Task directions
In the material below, please retype the lines from the very first through the one with "display:flex; align-items:center; justify-content:space-between;", exactly and without pictures.

Source material Block Start

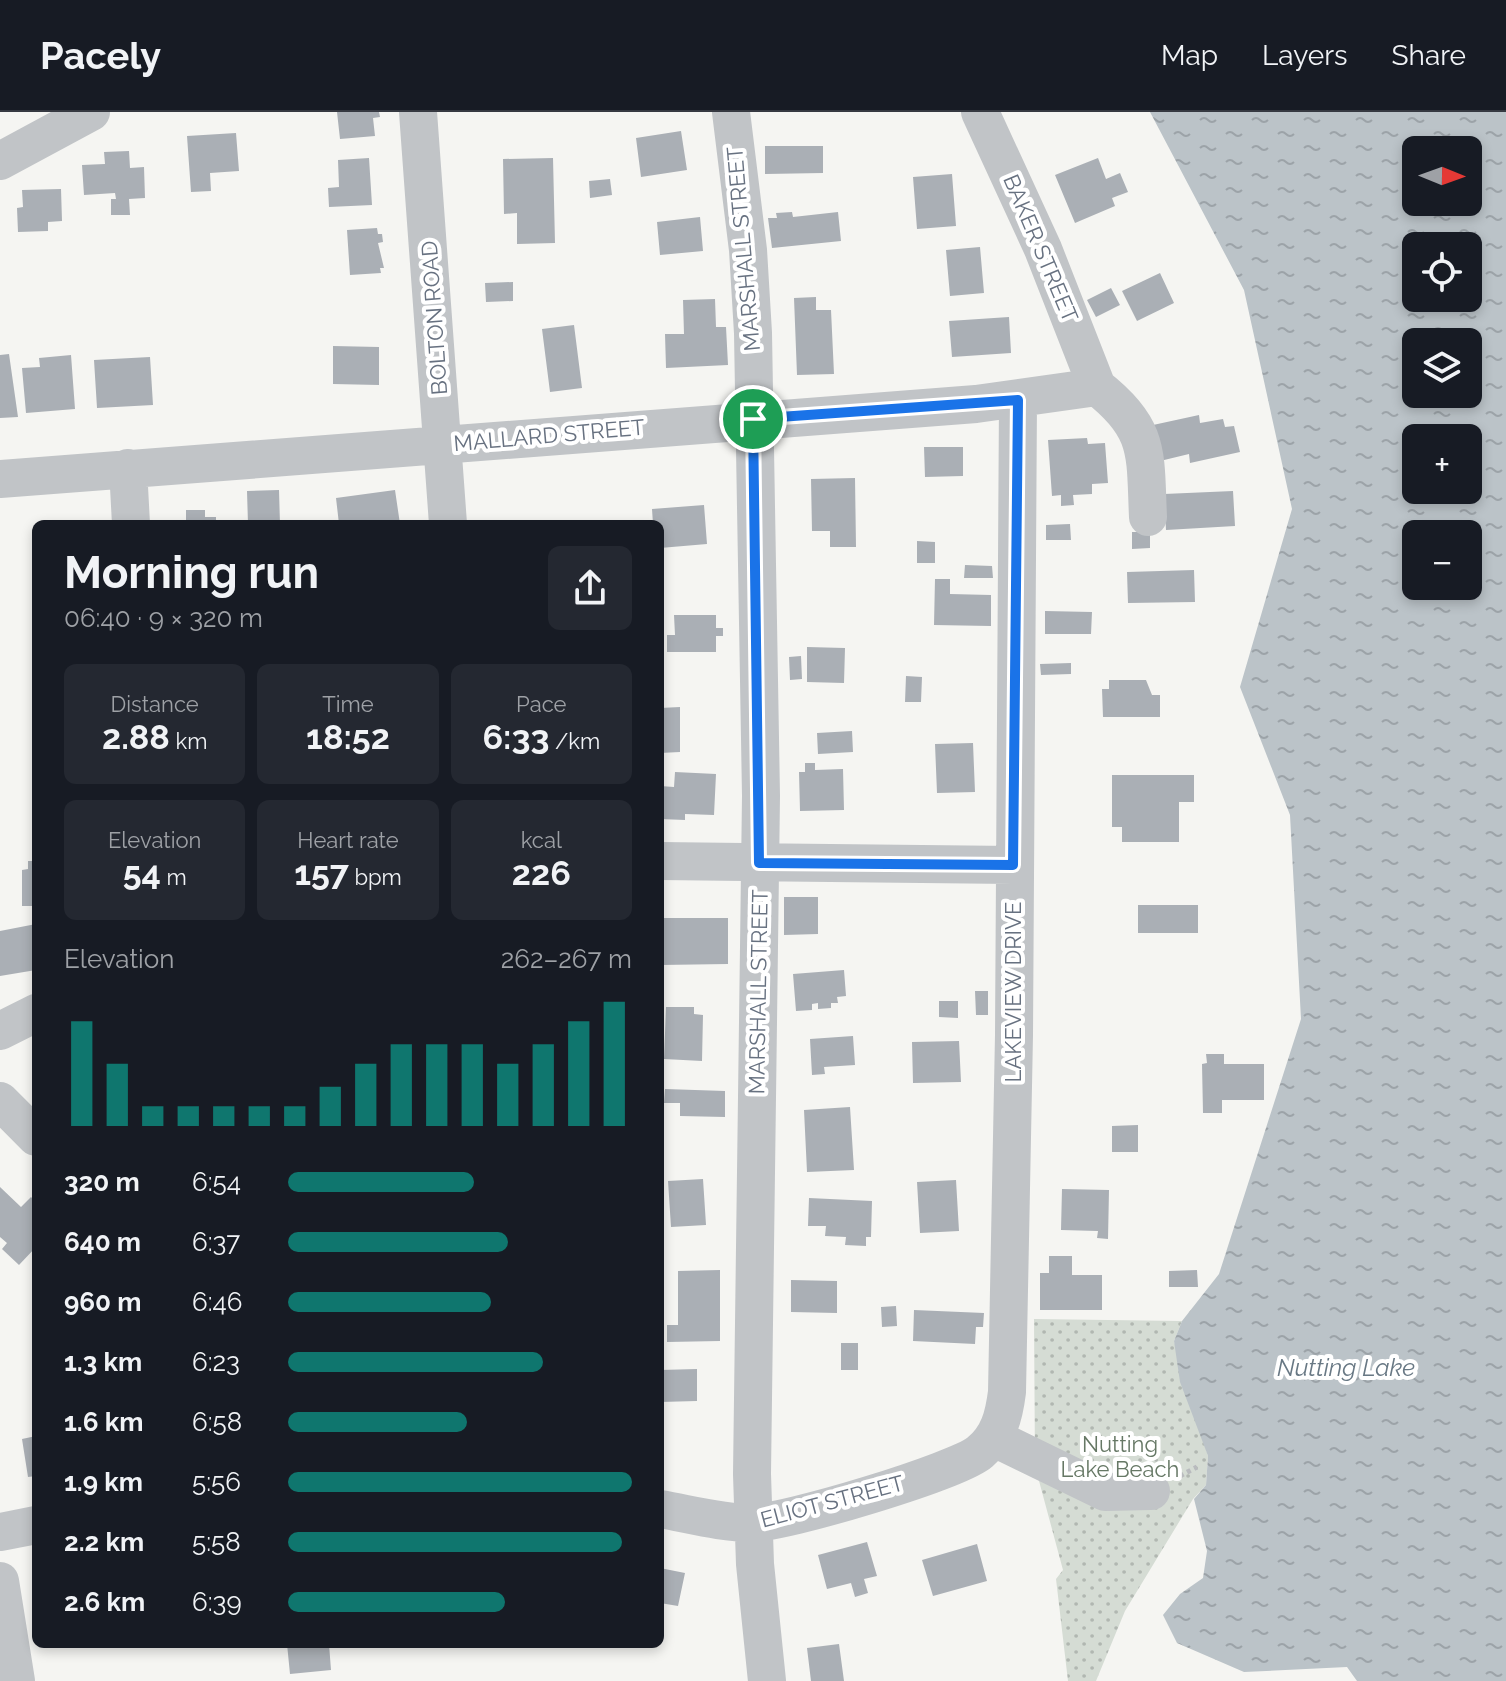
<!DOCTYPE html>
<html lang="en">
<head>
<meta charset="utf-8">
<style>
  body { margin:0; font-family:Raleway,sans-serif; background:#242831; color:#f1f3f6; height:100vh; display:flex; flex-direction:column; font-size:30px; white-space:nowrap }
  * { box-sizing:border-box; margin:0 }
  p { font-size:26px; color:#9ea1a6 }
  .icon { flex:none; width:44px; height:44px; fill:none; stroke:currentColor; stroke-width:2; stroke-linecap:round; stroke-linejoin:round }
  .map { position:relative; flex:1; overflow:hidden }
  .panel { position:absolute; left:32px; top:408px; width:632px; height:1128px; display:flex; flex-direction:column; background:#171b24; border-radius:12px; box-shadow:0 4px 12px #0003 }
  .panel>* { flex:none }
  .needle { width:52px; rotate:91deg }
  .tools { position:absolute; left:1402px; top:24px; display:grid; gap:16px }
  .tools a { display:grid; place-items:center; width:80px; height:80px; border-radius:12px; background:#171b24; box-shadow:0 4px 12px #0003; font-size:40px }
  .pin { position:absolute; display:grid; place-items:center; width:68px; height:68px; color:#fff; margin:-34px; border:4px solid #fff; border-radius:50%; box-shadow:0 2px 8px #0007 }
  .round { display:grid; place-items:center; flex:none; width:84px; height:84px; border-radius:12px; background:#242831 }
  .summary { display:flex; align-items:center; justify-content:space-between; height:136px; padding:0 32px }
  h1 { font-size:44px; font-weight:700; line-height:60px }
  .stats { display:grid; grid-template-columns:repeat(3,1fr); gap:12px; height:136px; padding:8px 32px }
  .stats div { display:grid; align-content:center; border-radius:12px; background:#242831; text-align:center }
  .stats b { font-size:34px; font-weight:700 }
  .stats small { font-size:22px; font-weight:400 }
  .stats p { font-size:22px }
  .chart { height:224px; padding:16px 32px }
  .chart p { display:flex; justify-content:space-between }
  .chart svg { width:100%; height:144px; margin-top:8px; stroke:#0f766e; stroke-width:6 }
  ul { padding:0 32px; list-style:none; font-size:26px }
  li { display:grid; grid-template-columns:128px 96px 1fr; align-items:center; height:60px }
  li i { height:20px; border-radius:10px; background:#0f766e }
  header { display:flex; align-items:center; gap:48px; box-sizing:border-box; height:112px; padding:0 40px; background:#171b24; border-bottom:2px solid #363941 }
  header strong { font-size:38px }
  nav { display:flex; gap:44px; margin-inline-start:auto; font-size:28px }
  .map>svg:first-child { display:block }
</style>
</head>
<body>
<header>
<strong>Pacely</strong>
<nav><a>Map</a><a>Layers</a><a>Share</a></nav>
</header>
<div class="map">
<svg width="1506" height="1569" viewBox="0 0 1506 1569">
  <defs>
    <pattern id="park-dots" width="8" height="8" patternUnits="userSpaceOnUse" patternTransform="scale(2)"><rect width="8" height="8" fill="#d5dcd4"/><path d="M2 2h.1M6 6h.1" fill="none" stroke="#b1b7b1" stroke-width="1.8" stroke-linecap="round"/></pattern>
    <pattern id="water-ripples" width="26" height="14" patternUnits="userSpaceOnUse" patternTransform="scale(2)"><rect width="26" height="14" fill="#bbc3c8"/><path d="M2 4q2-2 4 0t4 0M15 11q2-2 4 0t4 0" fill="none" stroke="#9ca3a8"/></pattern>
  </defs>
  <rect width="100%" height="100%" fill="#f5f5f2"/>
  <path fill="url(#park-dots)" d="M1034 1207 1182 1209 1174 1229 1208 1344 1206 1373 1193 1387 1125 1499 1096 1569H1068L1056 1467 1063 1458 1035 1354Z"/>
  <path fill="url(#water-ripples)" fill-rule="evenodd" d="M1150 0H1506V1569H1357L1347 1555 1244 1560 1177 1531 1163 1503 1180 1482 1203 1466 1207 1439 1194 1387 1206 1373 1208 1344 1180 1270 1174 1229 1182 1209 1219 1162 1301 907 1290 703 1240 575 1292 397 1244 178ZM1416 38H1468V90H1416ZM1416 134H1468V186H1416ZM1416 230H1468V282H1416ZM1416 326H1468V378H1416ZM1416 422H1468V474H1416Z"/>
  <path fill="#aaafb5" d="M337 0H379L380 5 373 6 375 24 340 27Z
    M681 19 687 58 641 65 636 26Z
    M236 21 239 59 210 61 211 79 191 80 187 24Z
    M765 34H823V61L765 62Z
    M129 39 130 56 144 55 145 86 129 87 130 103H111V87H116L115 81 84 83 82 53 105 52 104 40Z
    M369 46 372 93 329 95 328 76 339 75 338 48Z
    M553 46 555 131 517 132V101L504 102 503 47Z
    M1098 46 1106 67 1120 61 1128 80 1112 86 1115 94 1075 111 1055 63Z
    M952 62 956 114 917 117 913 65Z
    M610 67 612 83 590 86 589 69Z
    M61 77 62 109 48 110V119L18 120 17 96 23 95 22 78Z
    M792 100 793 105 838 100 841 129 772 136 768 106H777L776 101Z
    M700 105 703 139 660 143 657 110Z
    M377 116 378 122H382L383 130 378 131 384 156H380L381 161 350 163 347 118Z
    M980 135 984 181 950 184 946 138Z
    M1160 161 1174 191 1137 209 1122 179Z
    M513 170V189L486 190 485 171Z
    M1111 176 1120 193 1096 205 1087 188Z
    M816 185V198H831L834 262 797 263 794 186Z
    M715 187 716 215H726L728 253 666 256 665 222H684L683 188Z
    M1009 205 1011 241 952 245 949 209Z
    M574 213 582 276 550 280 542 217Z
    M333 234 379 235V273L333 272Z
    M9 242 18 305 0 306V243Z
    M71 243 75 297 26 301 22 256 40 255 39 246Z
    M150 245 153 293 97 296 94 248Z
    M1199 303 1200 311 1223 307 1225 315 1234 314 1240 340 1190 351 1189 342 1160 349 1153 313Z
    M1087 326 1088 332 1105 331 1108 371 1092 372V382L1073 383 1074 393 1061 394V383L1052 384 1048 328Z
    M924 335H963V364L925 365Z
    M855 366 856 435H830V419H812L811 367Z
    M279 378 280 412H248L247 379Z
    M395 378 400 412H339L336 386Z
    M1233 379 1235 414 1166 418 1164 382Z
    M704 393 707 432 660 436V412H653L652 397Z
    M186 398H205V405H216V412H179V408L186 409Z
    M1070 412 1071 428H1046V413Z
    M1132 420H1150V436L1132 437Z
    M917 429 935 430V451H917Z
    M965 453 992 454 993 466H964Z
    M1194 458 1195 490 1128 491 1127 460Z
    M935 467H950V482L991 483V514L934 513Z
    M1045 499 1092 500 1091 522H1045Z
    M674 503H716V516H723V524H716V540H667V523H675Z
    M807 535 845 536 844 571 807 570Z
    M801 544 802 567 790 568 789 545Z
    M1071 551V562L1041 563 1040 552Z
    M906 564 922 565 921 590H905Z
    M1109 568H1146L1152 583H1160V605H1103L1102 577H1109Z
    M680 595V640L660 641V596Z
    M852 619 853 640 818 642 817 621Z
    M973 631 975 680 937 681 935 632Z
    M805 651H815V658L843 657 844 698 800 699 799 660H805Z
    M675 660 716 662 714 703 685 702V708L660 707V674L674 675Z
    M1112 663H1194V690H1179V730H1122V715H1112Z
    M28 749H36V794H22V758L28 757Z
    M784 785H818V822L784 823Z
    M1138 793H1198V821H1138Z
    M664 806H728V852L660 853Z
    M36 812V858L0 864V819Z
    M844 858 846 884 837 885 838 891H831V896L818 897V891L812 892V898L796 899 793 862Z
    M975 879H988V903H976Z
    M939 889H958V906L939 905Z
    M666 895H694V902L703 903 702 949 664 947Z
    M853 924 855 953 824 955 825 962 812 963 810 927Z
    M959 929 961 970 913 971 912 930Z
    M1206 942H1224V952H1264V988H1222V1001H1203L1202 952 1207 951Z
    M665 977 725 979V1005L680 1004V991H664Z
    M850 995 854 1058 807 1060 804 998Z
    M1138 1013V1040H1112V1014Z
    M703 1067 706 1113 671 1115 668 1069Z
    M956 1068 959 1119 920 1121 917 1070Z
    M0 1075 21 1095 31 1085 36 1090V1135L19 1153 2 1137 7 1131 0 1125Z
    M1062 1077 1109 1078 1108 1127 1097 1126 1098 1119 1061 1118Z
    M809 1086 872 1089 871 1125H866V1134L845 1133 846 1125 825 1124 826 1114H808Z
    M1049 1144H1072V1163H1102V1198H1040V1161H1049Z
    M720 1158V1229L667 1230V1213H678V1159Z
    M1197 1158 1198 1175H1169V1159Z
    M791 1168 837 1169V1201L791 1200Z
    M896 1194 897 1214 882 1215 881 1195Z
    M914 1198 984 1201 983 1215H976L975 1232 913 1229Z
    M841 1231H858V1258H841Z
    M697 1257V1289L660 1290V1258Z
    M36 1324V1364L28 1365 22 1327Z
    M867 1430 877 1464 864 1467 868 1481 855 1485 851 1471 827 1477 818 1443Z
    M977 1432 987 1469 933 1484 922 1448Z
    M660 1456 685 1461 678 1494 660 1491Z
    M287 1532H329L331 1558 290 1562Z
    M839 1532 844 1569H811L807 1536Z"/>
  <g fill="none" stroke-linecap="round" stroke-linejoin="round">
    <path stroke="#b9bbbe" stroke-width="5" stroke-dasharray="4 4" stroke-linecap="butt" d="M1180 1364 1197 1355"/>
    <path stroke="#c1c4c7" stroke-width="38" d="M418 0 448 412
      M731 0 748 138 753 221 761 684 752 1362 755 1452 767 1569
      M980 0 1043 137 1097 275
      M0 49 91 0
      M1097 275C1151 317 1145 342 1148 405
      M128 356 131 412
      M0 367 976 292 1097 275
      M660 749 1013 753
      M0 919 36 901
      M0 989 36 1025
      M994 1326 1105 1380 1151 1379
      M660 1397C689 1402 722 1411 751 1411 783 1412 958 1359 980 1340 999 1324 1004 1304 1007 1280L1014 923 1018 288
      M0 1420 36 1413
      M0 1469 16 1569"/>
  </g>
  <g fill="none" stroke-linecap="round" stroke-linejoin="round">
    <g stroke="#fff" stroke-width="16">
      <path id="route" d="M1018 288 1013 753 759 751 753 307Z"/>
    </g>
    <use href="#route" stroke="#1a73e8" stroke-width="10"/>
  </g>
  <g text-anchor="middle" stroke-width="8" stroke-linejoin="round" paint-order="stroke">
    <g font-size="22" fill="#677180" stroke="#fff">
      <text transform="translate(1041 136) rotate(67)" y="8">BAKER STREET</text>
      <text transform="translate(743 137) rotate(-95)" y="8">MARSHALL STREET</text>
      <text transform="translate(434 206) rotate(-94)" y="8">BOLTON ROAD</text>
      <text transform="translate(549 323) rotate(-5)" y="8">MALLARD STREET</text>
      <text transform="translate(758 880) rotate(-89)" y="8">MARSHALL STREET</text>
      <text transform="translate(1013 880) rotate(-90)" y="8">LAKEVIEW DRIVE</text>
      <text transform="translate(832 1389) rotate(-15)" y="8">ELIOT STREET</text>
    </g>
    <g font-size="22" fill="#667865" stroke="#fff">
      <text x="1120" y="1340">Nutting<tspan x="1120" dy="25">Lake Beach</tspan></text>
    </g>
    <g font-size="24" font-style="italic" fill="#687884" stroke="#fff">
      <text x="1346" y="1264">Nutting Lake</text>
    </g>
  </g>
</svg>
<div class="tools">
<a><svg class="needle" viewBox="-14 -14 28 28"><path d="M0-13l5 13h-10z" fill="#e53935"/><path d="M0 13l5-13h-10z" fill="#9ea1a6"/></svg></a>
<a><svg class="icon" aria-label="locate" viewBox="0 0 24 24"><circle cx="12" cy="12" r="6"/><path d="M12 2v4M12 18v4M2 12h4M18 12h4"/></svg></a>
<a><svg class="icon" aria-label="layers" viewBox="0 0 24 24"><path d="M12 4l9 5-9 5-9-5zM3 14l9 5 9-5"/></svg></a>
<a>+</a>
<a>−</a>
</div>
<div class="pin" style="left:753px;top:307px;background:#1e9e55"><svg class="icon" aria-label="arrive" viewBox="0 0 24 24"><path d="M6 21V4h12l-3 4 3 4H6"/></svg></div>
<section class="panel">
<div class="summary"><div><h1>Morning run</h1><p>06:40 · 9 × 320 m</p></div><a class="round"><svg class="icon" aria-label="share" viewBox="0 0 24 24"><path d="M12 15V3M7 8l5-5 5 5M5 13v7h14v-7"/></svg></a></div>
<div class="stats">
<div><p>Distance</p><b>2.88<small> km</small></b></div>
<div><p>Time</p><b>18:52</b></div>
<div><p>Pace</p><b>6:33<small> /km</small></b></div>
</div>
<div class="stats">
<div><p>Elevation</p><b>54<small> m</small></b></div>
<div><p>Heart rate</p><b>157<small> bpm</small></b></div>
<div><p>kcal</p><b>226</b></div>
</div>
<div class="chart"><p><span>Elevation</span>262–267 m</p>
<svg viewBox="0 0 160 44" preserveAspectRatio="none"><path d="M5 44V12M15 44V25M25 44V38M35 44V38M45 44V38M55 44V38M65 44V38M75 44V32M85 44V25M95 44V19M105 44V19M115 44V19M125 44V25M135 44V19M145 44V12M155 44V6"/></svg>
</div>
<ul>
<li><b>320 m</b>6:54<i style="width:54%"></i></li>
<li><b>640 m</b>6:37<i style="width:64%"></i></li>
<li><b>960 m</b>6:46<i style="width:59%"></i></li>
<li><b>1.3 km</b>6:23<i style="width:74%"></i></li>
<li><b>1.6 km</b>6:58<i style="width:52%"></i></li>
<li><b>1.9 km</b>5:56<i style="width:100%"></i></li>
<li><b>2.2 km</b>5:58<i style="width:97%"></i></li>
<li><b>2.6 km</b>6:39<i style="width:63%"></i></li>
</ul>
</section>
</div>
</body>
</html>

Source material Block End

Result for this task
<!DOCTYPE html>
<html lang="en">
<head>
<meta charset="utf-8">
<style>
  body { margin:0; font-family:Raleway,sans-serif; background:#242831; color:#f1f3f6; height:100vh; display:flex; flex-direction:column; font-size:30px; white-space:nowrap }
  * { box-sizing:border-box; margin:0 }
  p { font-size:26px; color:#9ea1a6 }
  .icon { flex:none; width:44px; height:44px; fill:none; stroke:currentColor; stroke-width:2; stroke-linecap:round; stroke-linejoin:round }
  .map { position:relative; flex:1; overflow:hidden }
  .panel { position:absolute; left:32px; top:408px; width:632px; height:1128px; display:flex; flex-direction:column; background:#171b24; border-radius:12px; box-shadow:0 4px 12px #0003 }
  .panel>* { flex:none }
  .needle { width:52px; rotate:91deg }
  .tools { position:absolute; left:1402px; top:24px; display:grid; gap:16px }
  .tools a { display:grid; place-items:center; width:80px; height:80px; border-radius:12px; background:#171b24; box-shadow:0 4px 12px #0003; font-size:40px }
  .pin { position:absolute; display:grid; place-items:center; width:68px; height:68px; color:#fff; margin:-34px; border:4px solid #fff; border-radius:50%; box-shadow:0 2px 8px #0007 }
  .round { display:grid; place-items:center; flex:none; width:84px; height:84px; border-radius:12px; background:#242831 }
  .summary { display:flex; align-items:center; justify-content:space-between; height:136px; padding:0 32px }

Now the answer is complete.